Look through the data below and count each line where the word "PRESIDENTE" appears. Reply with the count alone.

◆ ◆ ◆

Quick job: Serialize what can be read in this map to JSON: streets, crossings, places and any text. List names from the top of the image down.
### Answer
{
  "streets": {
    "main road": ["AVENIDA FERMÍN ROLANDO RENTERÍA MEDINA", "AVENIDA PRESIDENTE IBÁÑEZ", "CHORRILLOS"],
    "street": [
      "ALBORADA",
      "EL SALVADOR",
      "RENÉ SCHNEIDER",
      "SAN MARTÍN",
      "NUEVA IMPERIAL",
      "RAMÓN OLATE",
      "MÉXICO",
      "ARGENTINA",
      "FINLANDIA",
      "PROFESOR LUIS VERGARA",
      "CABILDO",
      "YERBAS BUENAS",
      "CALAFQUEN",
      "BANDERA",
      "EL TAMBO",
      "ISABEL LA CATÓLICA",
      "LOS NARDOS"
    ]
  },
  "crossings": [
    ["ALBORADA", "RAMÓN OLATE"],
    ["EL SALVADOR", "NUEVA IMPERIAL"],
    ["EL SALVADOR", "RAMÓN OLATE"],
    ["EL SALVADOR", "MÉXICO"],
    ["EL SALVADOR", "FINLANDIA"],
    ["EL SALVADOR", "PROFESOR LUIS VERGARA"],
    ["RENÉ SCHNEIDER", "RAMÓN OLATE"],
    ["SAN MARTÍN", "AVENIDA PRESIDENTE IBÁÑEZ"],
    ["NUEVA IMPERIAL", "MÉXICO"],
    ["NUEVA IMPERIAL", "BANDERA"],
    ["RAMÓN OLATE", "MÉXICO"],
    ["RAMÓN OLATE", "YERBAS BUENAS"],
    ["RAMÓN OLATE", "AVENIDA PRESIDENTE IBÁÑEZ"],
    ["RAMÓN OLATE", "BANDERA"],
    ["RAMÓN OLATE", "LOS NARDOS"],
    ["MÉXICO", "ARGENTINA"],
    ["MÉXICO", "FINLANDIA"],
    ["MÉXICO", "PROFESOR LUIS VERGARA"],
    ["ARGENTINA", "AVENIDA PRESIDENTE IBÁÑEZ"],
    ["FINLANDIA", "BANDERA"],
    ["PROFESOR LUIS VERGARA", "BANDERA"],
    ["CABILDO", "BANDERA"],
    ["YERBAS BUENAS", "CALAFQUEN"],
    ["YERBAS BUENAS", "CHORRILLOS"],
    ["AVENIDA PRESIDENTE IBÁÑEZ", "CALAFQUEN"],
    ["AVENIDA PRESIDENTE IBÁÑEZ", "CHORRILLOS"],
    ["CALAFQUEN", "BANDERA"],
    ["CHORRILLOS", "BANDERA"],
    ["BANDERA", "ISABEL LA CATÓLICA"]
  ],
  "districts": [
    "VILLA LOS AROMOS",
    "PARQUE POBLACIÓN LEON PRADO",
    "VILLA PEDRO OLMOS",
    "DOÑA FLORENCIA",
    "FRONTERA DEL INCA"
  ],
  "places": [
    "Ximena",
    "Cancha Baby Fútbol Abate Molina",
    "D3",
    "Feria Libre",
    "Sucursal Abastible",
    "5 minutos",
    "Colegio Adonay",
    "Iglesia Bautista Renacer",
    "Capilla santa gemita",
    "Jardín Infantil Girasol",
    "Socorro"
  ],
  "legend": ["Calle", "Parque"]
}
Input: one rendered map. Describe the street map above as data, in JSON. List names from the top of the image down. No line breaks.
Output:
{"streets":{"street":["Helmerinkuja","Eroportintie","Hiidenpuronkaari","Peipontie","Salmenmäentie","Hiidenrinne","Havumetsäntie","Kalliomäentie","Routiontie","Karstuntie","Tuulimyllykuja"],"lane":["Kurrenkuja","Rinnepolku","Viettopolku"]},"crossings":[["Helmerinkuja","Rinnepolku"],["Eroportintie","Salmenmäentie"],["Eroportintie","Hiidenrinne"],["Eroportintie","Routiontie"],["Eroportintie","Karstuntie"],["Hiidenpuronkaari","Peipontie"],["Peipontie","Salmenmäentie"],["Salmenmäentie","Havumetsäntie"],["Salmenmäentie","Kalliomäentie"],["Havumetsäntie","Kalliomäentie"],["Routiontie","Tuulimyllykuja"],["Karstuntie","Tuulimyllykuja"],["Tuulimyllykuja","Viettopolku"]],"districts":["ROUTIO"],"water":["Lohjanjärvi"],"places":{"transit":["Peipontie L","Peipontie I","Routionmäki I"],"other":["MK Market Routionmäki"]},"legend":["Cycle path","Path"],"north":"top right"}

◆ ◆ ◆

* **Response area**
6